The installation of these Measuring Elements must be confirmed by the Independent Engineer. Once installed, they may
not be moved unless mutually agreed by both Parties.
The measured data shall be recorded as average values of the data taken every ten (10) minutes at ten (10) minute
intervals

Access to data
The measured data will be transmitted together with the monthly invoice by the Seller to the Buyer every month in the
form of a table in the format [to be defined].
The Buyer and the Seller each have access to the data of the measurement elements without having the right to modify
them.
If the data can be consulted via the Internet, the Seller and the Buyer must be able to consult this data at any time.
If the data cannot be transmitted electronically, the measured data shall be recorded by a data logger and the date of
recording shall be indicated;
The Independent Engineer shall certify the date and values of the recording.
The measured data will, in any case, be stored [for a period of ] and analysed by the Seller and the Buyer to assess the
Available Electric Energy.
In the event that this calculation is disputed, the Available Electricity will be calculated by the Independent Expert as
stipulated in Article 27.3.

Checking the Available Electrical Energy measuring device.


An initial joint verification of the measurement elements is carried out at the latest on the Date of Commercial
Operation.
The Purchaser may request verification of the accuracy of the measuring elements at any time. The costs of such
verification shall be borne by the Buyer unless the accuracy of the measuring elements does not meet the [required
degree of accuracy as stated above], in which case such costs shall be borne by the Seller. In case of disagreement, the
Parties shall refer the matter to an Independent Expert as provided in Article 27.3.

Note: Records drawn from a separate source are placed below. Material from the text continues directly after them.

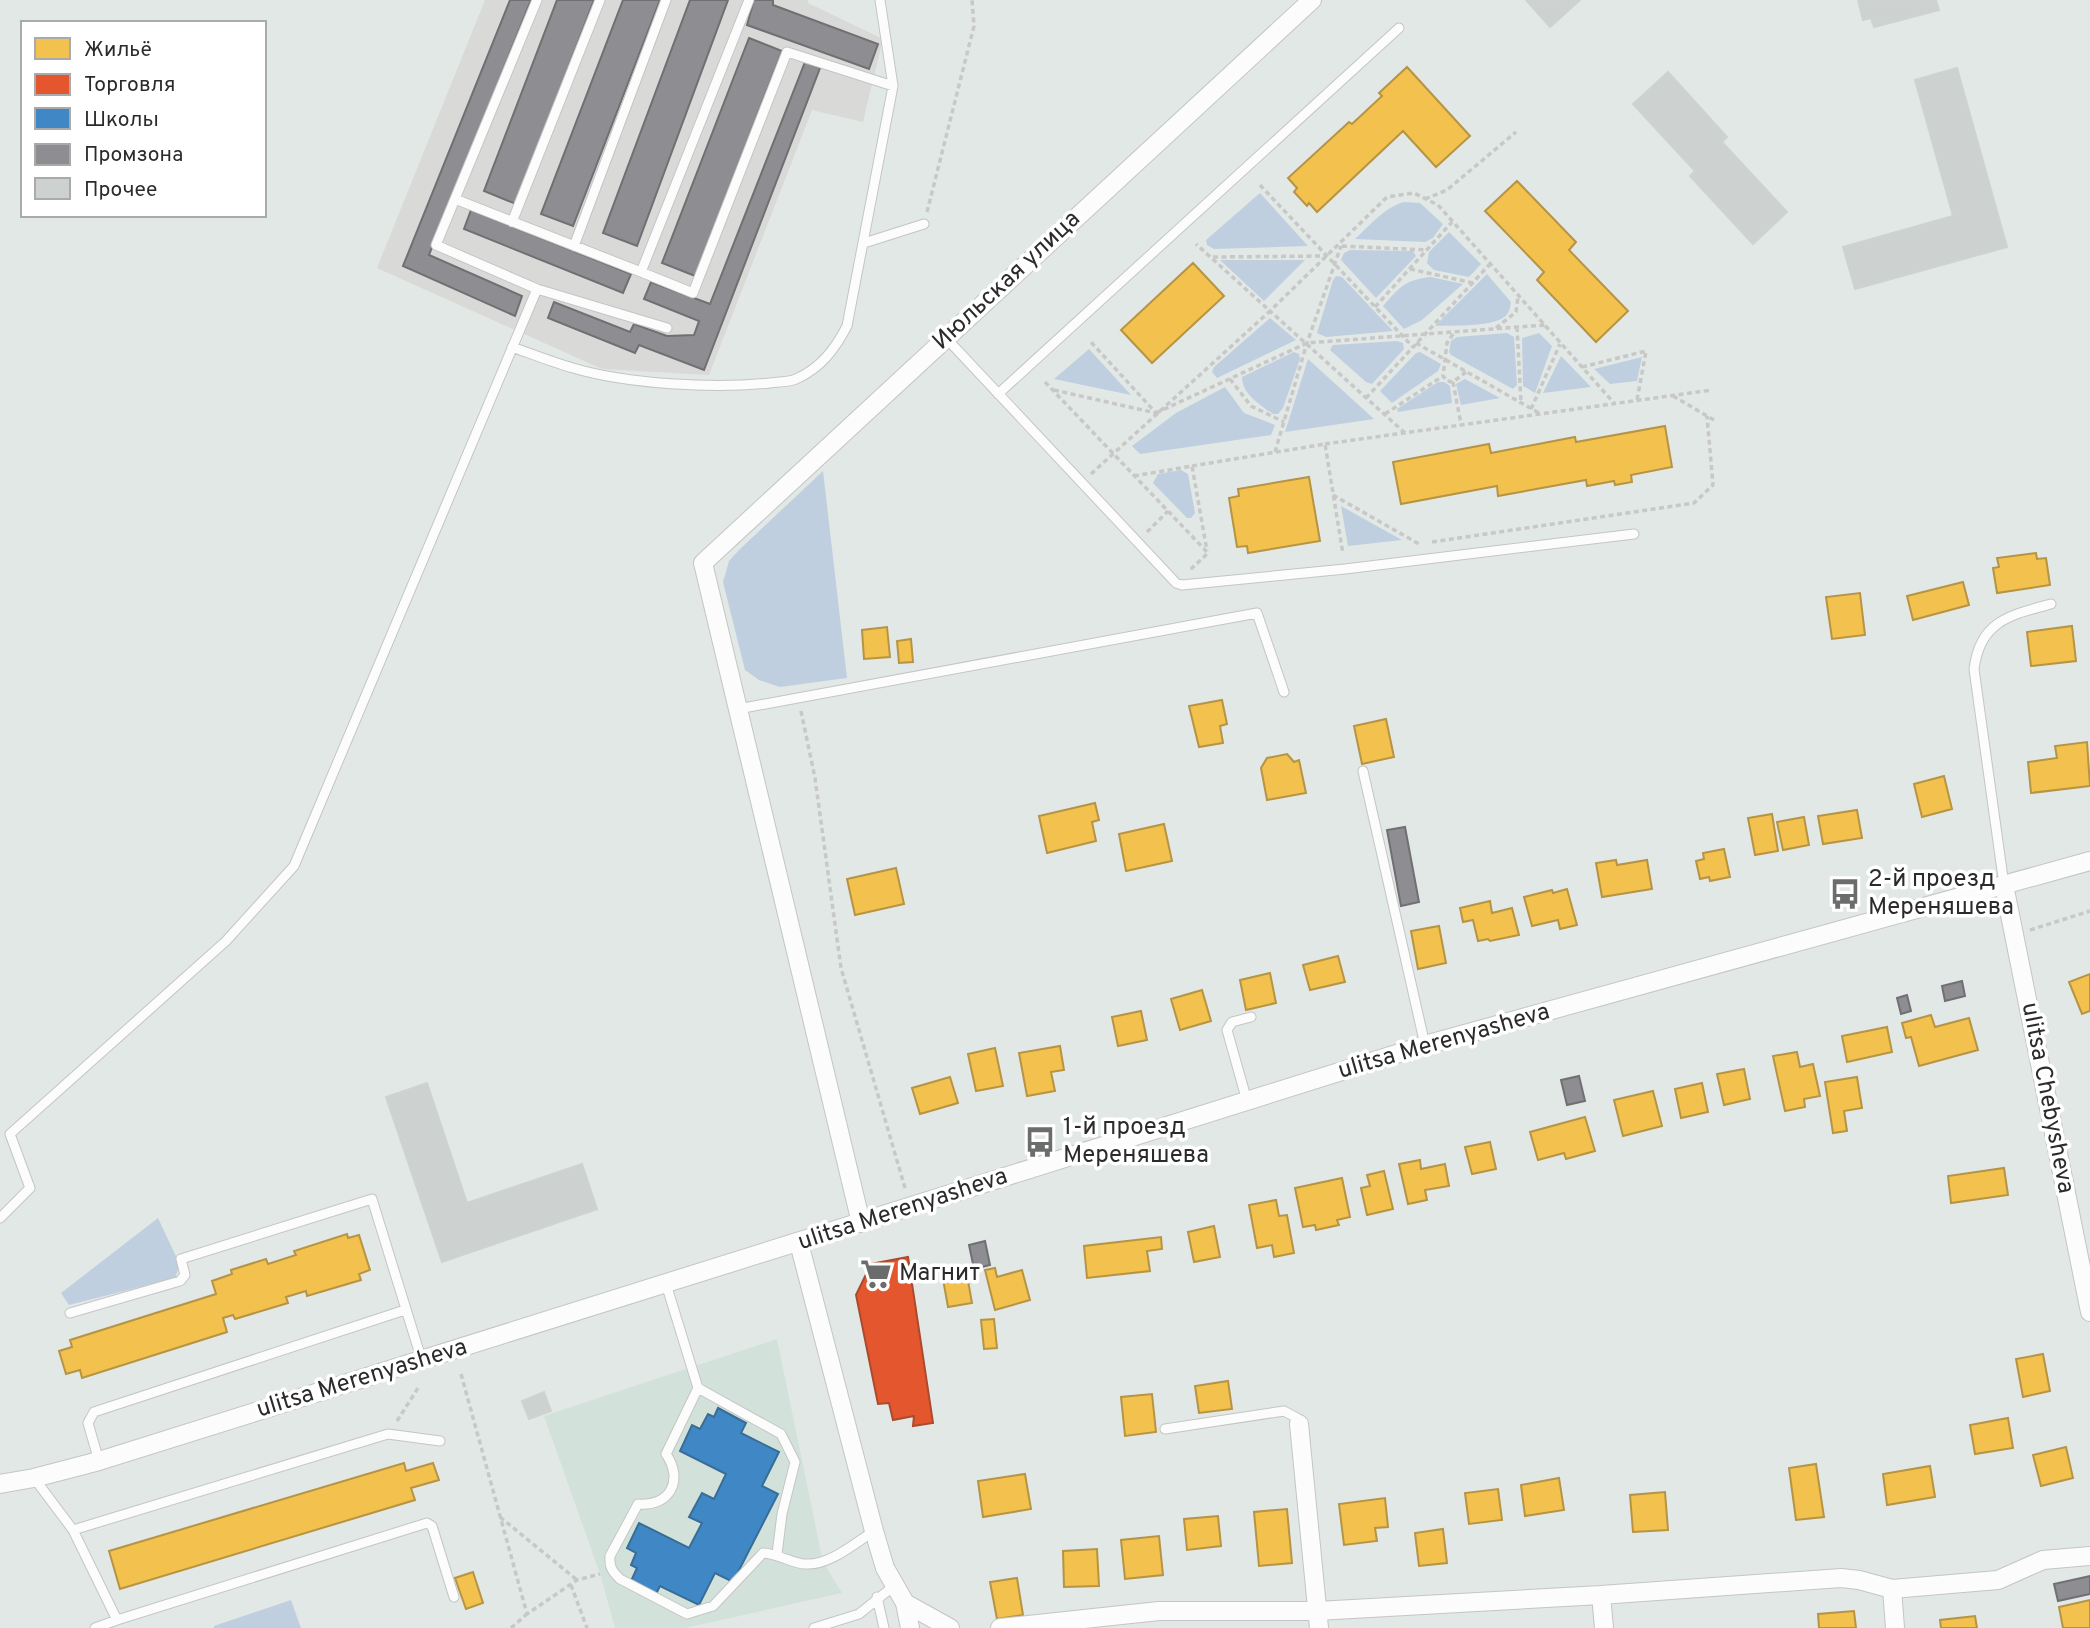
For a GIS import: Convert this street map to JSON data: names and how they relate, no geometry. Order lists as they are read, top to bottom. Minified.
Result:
{"streets":{"street":["Июльская улица","ulitsa Merenyasheva","ulitsa Chebysheva"]},"crossings":[["ulitsa Merenyasheva","ulitsa Chebysheva"]],"places":{"bus stop":["2-й проезд Мереняшева","1-й проезд Мереняшева"],"supermarket":["Магнит"]},"legend":["Жильё","Торговля","Школы","Промзона","Прочее"]}
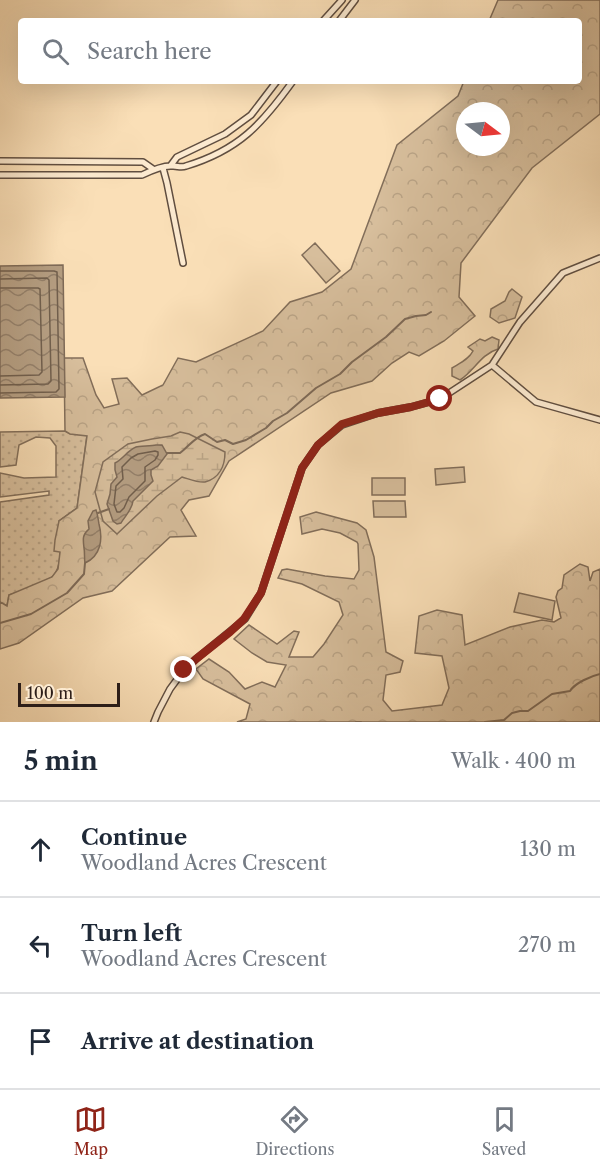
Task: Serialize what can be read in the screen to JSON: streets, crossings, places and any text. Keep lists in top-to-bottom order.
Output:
{
  "scale_bar": "100 m",
  "north": "right",
  "page": {
    "search": "Search here",
    "scale": "100 m",
    "heading": ["5 min", "Walk · 400 m"],
    "list": [
      ["Continue", "Woodland Acres Crescent", "130 m"],
      ["Turn left", "Woodland Acres Crescent", "270 m"],
      "Arrive at destination"
    ],
    "nav": ["Map", "Directions", "Saved"]
  }
}
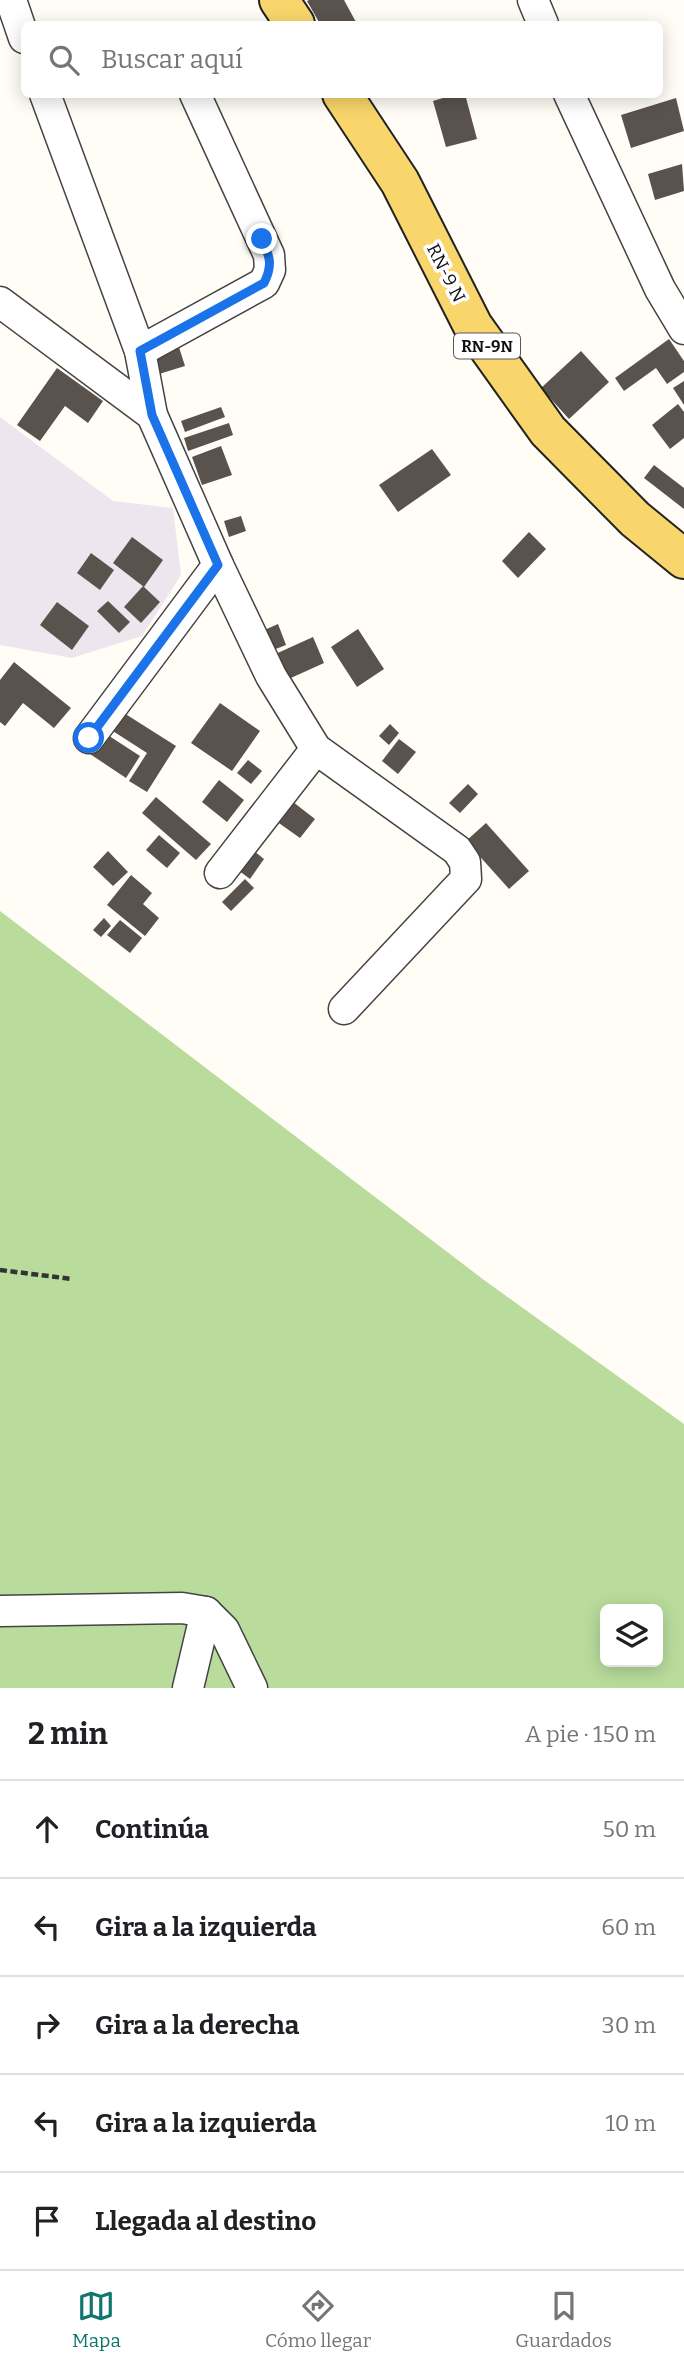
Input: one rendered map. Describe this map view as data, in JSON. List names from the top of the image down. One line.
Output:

The Seller shall have a time calibration of the measuring instruments carried out, at his own expense, so that they are all
calibrated on the same time sequence on the Date of Commercial Operation and as often as he deems necessary.
The Seller shall have the pyrometers and temperature sensors calibrated and re-calibrated at its own expense [and if
necessary] in the presence of the Buyer once every two (2) years during the month in which the anniversary of the
Commercial Commencement Date occurs.
Pyrometers shall be cleaned as often as necessary to achieve the highest measurement accuracy.
The Seller may also have the pyrometers and temperature sensors calibrated and re-calibrated at his own expense at any
time if a measurement difference between the two pyrometers of more than 15% and a temperature difference between the
two temperature sensors of more than 1.5°C is identified.
The calibration of the equipment shall be entrusted to an independent calibration and calibration agency approved by the
Purchaser (acting reasonably) which shall communicate its report to both Parties within ten (10) days from the start of its
assignment.
The measurements will also be compared with satellite measurements.
(To be comparable, satellite measurements or pyrometer measurements must be calibrated to be in the same time
sequence).
On an hourly basis, the recorded satellite data should not show a difference of more than 20% with the ground data.
In the event that one of the temperature or irradiation measuring instruments is defective, the measurements made by that
instrument will be substituted by the satellite data for the periods in question until the measuring instrument is repaired.
In the event that a data record concerning the functioning capacity of the elements of the Power Station cannot be made:

- If this concerns a string, in this case the string will be considered defective.
- If this concerns an inverter or transformer station, in this case a check of its operation will be carried out either
by carrying out manual tests or by comparing the sum of the output of the inverters or transformer stations with
the Energy Actually Delivered.
(e.g. by comparing the sum of the measured data output from the inverters with the Measuring Device and, if
applicable, with the Control Device.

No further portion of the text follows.